Together, the two steps open the door for serious consideration of an accelerated withdrawal of most U.S. forces from Afghanistan. The U.S. political leadership faced difficulty in shaping an exit strategy from Afghanistan with Petraeus in command because the general continued to insist that the war was going reasonably well. Whether or not this accurately represented the military campaign (and we tend to think that the war had more troubles than Petraeus was admitting), Petraeus’ prestige made it difficult to withdraw over his objections.
Petraeus is now being removed from the Afghanistan picture. Bin Laden has already been removed.

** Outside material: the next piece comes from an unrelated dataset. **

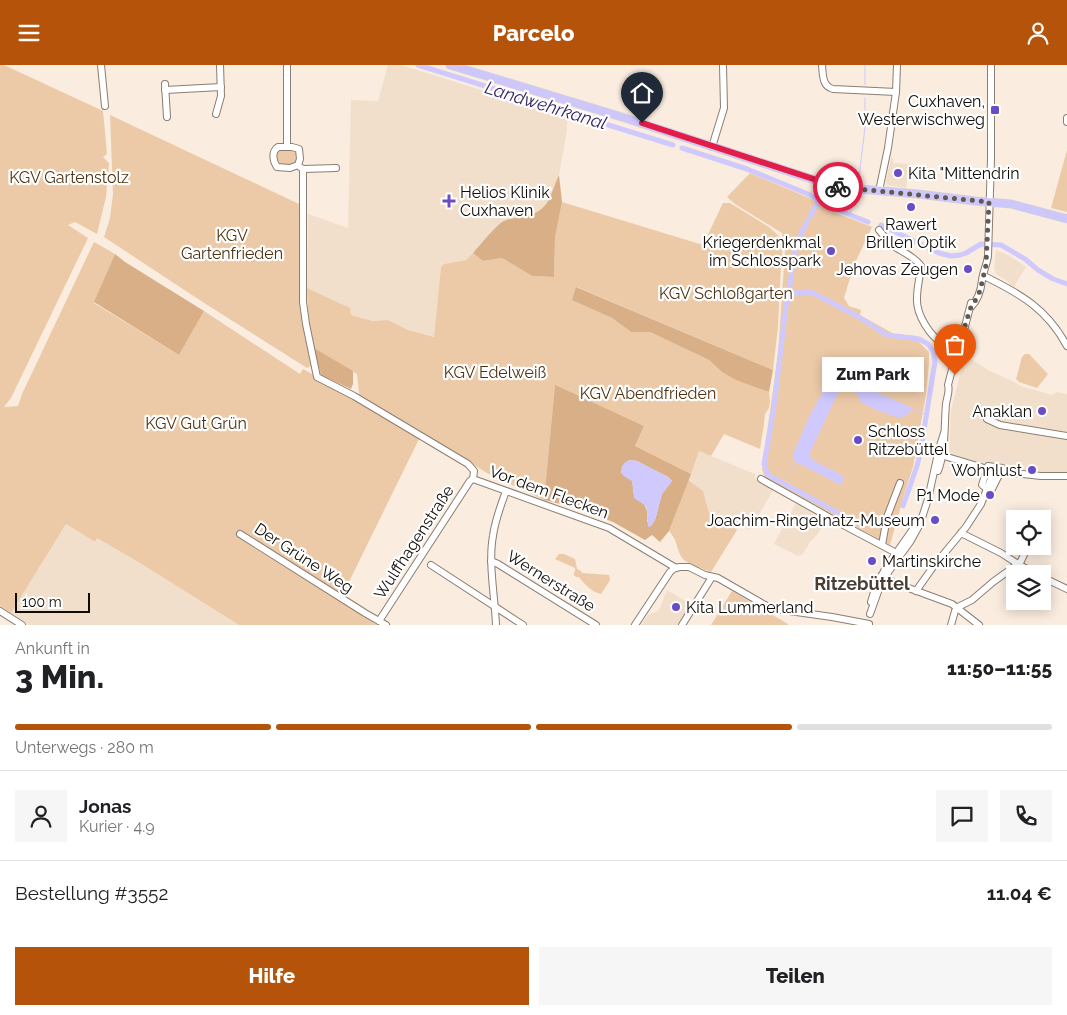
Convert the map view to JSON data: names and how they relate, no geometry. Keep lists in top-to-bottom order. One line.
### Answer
{"streets":{"street":["Vor dem Flecken","Wulffhagenstraße","Der Grüne Weg","Wernerstraße"]},"crossings":[["Vor dem Flecken","Wulffhagenstraße"],["Wulffhagenstraße","Der Grüne Weg"]],"districts":["Ritzebüttel"],"water":["Landwehrkanal"],"parks":["KGV Gartenstolz","KGV Gartenfrieden","KGV Schloßgarten","KGV Edelweiß","KGV Abendfrieden","KGV Gut Grün"],"places":{"transit":["Cuxhaven, Westerwischweg"],"other":["Kita \"Mittendrin","Rawert Brillen Optik","Kriegerdenkmal im Schlosspark","Jehovas Zeugen","Zum Park","Anaklan","Schloss Ritzebüttel","Wohnlust","P1 Mode","Joachim-Ringelnatz-Museum","Martinskirche","Kita Lummerland"],"health":["Helios Klinik Cuxhaven"]},"scale_bar":"100 m","page":{"header":"Parcelo","bubble":"Zum Park","scale":"100 m","heading":["3 Min.","Ankunft in","11:50–11:55"],"panel":["Jonas","Kurier · 4.9","Bestellung #3552","11.04 €"],"bar":"Unterwegs · 280 m","buttons":["Hilfe","Teilen"]}}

With his death, an argument in the United States can be made that the U.S. mission has been accomplished and that, while there may be room for some manner of special-operations counterterrorism forces, the need for additional U.S. troops in Afghanistan no longer exists. It is difficult to ignore the fact that bin Laden was killed, not in Afghanistan, but deep within Pakistani borders. With the counterterrorism mission in Afghanistan dissipating, the nation-building mission in Afghanistan becomes unnecessary and nonessential. In addition, with tensions in the Persian Gulf building in the lead-up to the withdrawal of U.S. forces from Iraq, ending the war in Afghanistan critically releases U.S. forces for operations elsewhere. It is therefore possible for the United States to consider an accelerated withdrawal in a way that wasn’t possible before.
We are not saying that bin Laden’s death and Petraeus’ new appointment are anything beyond coincidental. We are saying that the confluence of the two events creates politically strategic opportunities for the U.S. administration that did not exist before, the most important of which is the possibility for a dramatic shift in U.S. strategy in Afghanistan.